I’ve been working on making the tests pass.

Everything went fine until I came to the penultimate test, ringbuffer writes.

This fails. It’s a peculiar failure; when we come to get a write element, we find both the freelist and the queue are empty. This is in this test impossible – there are 100,000 elements per thread, each thread can at most have one element taken out of the ringbuffer, the balance of the elements will either be in the freelist or the queue. So what gives?

Turns out I had forgotten how the queue works.

The queue has a dummy element. It’s not a static dummy element, though; what it is, is that the element pointed to by the dequeue pointer has been emptied already of its user data – when you perform a dequeue, you get the user data from dequeue->next, not from dequeue itself.

E.g.

dequeue
|
element1 – element2

element1 is the dummy – his user data has already been returned to the user; when we dequeue, we’ll get the user data from element2.

Now, the problem is that for the ringbuffer, I have in each ringbuffer element a queue_element; and when I init the queue, I pass in an extra element, to be the initial dummy.

So I assume when I dequeued, the queue element I obtained in the ringbuffer would be the queue element used for that ringbuffer element. Problem is, it isn’t! it’s the queue element *prior* in the queue!

Good news

Benchmark compiles (again – I did some more work on it).

I’ve now been going through the tests, making them work.

Freelist, queue and stack all pass for DCAS.

Ringbuffer blows a gasket initalizing its freelist.
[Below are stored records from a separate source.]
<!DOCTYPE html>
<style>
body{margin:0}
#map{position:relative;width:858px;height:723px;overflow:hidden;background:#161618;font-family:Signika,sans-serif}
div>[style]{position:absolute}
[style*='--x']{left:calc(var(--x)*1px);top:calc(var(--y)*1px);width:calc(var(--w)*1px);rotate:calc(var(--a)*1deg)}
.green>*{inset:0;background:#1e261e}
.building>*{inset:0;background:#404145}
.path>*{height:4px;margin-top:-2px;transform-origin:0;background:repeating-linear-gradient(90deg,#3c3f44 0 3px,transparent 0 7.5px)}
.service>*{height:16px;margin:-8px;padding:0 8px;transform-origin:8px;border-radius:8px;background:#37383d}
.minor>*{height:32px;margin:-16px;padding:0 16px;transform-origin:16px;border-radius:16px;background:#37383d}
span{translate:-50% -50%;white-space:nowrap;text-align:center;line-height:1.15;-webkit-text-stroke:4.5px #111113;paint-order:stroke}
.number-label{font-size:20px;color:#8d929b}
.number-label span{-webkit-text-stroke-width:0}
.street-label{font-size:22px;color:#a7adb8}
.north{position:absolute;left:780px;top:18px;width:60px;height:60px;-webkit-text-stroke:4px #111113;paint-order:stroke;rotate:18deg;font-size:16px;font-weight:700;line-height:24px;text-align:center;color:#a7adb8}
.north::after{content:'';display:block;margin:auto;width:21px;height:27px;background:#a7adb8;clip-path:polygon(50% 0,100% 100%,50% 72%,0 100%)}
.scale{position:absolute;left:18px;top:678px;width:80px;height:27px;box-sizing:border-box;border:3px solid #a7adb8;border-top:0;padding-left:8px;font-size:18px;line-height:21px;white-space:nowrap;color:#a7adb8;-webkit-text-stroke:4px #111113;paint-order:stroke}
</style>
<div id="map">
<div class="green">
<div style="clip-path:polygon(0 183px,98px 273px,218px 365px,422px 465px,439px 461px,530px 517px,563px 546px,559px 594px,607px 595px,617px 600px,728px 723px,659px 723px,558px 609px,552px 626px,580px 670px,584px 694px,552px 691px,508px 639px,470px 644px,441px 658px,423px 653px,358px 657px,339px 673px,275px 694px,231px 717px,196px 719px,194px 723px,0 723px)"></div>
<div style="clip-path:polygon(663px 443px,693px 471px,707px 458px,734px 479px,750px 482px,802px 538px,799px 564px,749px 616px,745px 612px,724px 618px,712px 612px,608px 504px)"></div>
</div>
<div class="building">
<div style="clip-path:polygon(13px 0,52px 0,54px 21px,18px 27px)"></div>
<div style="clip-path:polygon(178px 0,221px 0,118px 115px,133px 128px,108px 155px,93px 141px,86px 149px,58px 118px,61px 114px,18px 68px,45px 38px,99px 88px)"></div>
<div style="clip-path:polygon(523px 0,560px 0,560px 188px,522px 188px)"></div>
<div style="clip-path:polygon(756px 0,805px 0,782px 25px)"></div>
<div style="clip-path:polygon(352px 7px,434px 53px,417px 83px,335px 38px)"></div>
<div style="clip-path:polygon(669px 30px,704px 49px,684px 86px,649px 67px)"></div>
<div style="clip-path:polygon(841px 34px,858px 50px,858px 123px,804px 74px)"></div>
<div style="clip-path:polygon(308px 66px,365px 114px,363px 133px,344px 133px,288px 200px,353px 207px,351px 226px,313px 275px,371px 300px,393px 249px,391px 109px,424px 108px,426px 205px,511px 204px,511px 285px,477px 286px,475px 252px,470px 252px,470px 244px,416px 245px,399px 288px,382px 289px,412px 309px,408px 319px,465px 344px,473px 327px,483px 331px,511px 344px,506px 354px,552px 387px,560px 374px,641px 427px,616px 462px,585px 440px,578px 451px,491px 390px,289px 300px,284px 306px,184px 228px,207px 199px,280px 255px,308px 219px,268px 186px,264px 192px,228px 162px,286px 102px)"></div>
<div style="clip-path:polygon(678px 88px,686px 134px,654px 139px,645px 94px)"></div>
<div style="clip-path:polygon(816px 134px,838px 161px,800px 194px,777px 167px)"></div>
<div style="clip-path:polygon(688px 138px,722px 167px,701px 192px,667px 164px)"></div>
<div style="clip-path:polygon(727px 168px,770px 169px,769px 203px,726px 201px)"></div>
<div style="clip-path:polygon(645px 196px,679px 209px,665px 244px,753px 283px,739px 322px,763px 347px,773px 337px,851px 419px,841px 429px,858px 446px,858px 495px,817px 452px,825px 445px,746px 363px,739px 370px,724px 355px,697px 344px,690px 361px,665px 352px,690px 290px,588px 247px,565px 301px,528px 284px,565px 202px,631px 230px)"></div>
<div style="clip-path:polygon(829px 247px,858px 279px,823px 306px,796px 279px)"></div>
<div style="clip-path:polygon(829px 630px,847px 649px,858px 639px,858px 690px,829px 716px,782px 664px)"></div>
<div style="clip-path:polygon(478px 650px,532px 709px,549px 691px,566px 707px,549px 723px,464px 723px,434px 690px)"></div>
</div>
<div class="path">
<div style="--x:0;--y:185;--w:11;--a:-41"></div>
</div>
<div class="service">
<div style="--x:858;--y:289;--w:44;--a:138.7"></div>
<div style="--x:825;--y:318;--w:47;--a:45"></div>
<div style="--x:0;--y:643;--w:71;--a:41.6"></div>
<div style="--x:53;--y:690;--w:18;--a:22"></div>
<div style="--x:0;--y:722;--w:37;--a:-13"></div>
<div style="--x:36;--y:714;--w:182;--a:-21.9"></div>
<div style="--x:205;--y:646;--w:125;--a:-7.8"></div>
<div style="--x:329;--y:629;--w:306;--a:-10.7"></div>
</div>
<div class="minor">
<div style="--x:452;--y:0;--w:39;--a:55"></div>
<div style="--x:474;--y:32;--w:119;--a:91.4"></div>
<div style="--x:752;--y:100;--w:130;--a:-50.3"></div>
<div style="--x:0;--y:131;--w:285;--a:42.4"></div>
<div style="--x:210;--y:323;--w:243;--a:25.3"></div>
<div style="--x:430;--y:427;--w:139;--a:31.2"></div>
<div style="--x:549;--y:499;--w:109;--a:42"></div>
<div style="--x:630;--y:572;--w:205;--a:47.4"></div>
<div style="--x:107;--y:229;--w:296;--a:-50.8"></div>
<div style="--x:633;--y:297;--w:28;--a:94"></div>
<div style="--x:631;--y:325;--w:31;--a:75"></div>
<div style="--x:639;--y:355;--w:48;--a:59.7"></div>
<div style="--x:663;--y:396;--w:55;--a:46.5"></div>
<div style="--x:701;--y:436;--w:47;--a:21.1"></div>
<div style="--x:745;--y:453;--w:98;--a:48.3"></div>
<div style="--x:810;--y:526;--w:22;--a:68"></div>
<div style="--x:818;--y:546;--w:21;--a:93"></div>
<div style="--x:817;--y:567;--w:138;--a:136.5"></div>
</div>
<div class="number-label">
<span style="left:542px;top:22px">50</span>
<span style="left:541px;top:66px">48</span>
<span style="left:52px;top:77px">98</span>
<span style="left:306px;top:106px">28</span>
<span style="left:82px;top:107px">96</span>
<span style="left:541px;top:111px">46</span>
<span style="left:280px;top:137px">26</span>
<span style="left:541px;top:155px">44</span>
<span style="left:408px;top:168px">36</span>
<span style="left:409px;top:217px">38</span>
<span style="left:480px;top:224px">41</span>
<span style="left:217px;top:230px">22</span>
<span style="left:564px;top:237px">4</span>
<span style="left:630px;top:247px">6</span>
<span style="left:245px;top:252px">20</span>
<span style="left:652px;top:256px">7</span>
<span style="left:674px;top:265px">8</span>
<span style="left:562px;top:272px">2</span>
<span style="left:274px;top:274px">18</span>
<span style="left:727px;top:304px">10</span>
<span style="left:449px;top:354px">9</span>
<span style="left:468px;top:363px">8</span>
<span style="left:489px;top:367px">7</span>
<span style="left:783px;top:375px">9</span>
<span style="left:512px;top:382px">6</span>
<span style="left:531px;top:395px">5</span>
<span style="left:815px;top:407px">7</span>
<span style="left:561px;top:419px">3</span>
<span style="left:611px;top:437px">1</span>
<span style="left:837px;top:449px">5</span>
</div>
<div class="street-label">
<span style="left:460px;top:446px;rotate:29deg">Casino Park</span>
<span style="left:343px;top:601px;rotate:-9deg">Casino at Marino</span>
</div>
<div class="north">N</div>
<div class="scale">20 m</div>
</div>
That’s next on the list.

Once DCAS is up I may then get benchmark actually working; either that or proceed with sorting out SMR.

Status

Still not dead :-)

Just very little time between work and life.

I’ve just make benchmark compile.

So now I need to make test pass and benchmark run and sort out SMR.

Benchmark

Well, you guessed it – I worked on the benchmark =-)

Quite a lot done. Needs another half day, I think. The new internal structure makes it much easier to add new synchronization primitives for comparative benchmarking.

Current list is;

Linux : pthread mutex, pthread spinlock, hand-crafted spinlock
Windows : critical section, mutex, hand-crafted spinlock

The three data structures being benchmarked currently are the freelist, queue and stack.

status

Seven hours work and liblfds uses const in all the right place and now the tests compile.

I’ve not tried running them yet, mind – that’ll be a long slog, I think.

Time to eat.

Gym too if there’s time.

Tomorrow, British Museum.

Todo list;

1. finish SMR
2. make tests pass

And then see how I feel about benchmark…

status

So, two more queue tests to go and all tests have been broadly updated – I need then to make them all compile and run properly; then add const to everything which can use it, then make SMR work. I’m thinking to leave benchmark to 7.1.0, although – it’s so small a piece of work, I think, to do, I’m almost loath not to do it because the output is so cool.

Making SMR work is kinda bitchy. The API will have to involve prevent swapping on allocated blocks of memory, well, if I want to be NUMA aware at any rate.

const

Just been reading a review of DOOM 3 code.

One point; use const everywhere you can.

I’ve just done this with ahash, to see what it feels like…

It clutters, the APIs are not so clean, but they are certainly more informative.

I’m going to take the plunge.

Trudge trudge

Freelist tests updated (basically identical to the stack tests, which have already been done and pass).

Done one of the ringbuffer tests, two to go. Then the queue tests.

Takes about an hour per test…

7.0.0 status

Thinking of making a 7.0.0 release without the benchmark programme – it’ll save a fair bit of time.

So currently making the tests work, which is slow work.

Sorted out the freelist tests today, queue and ringbuffer to go.

7.0.0 run

So, four major tasks remain;

1. make tests run
2. make benchmark run
3. write docs
4. build and test on every supported platform

I think it’s about four weeks work.

The one outstanding question is whether or not to finish NUMA-aware SMR for this release. I think the answer is yes; I’d have to hack out a fair bit to back-out fully from SMR, and SMR is close to being done.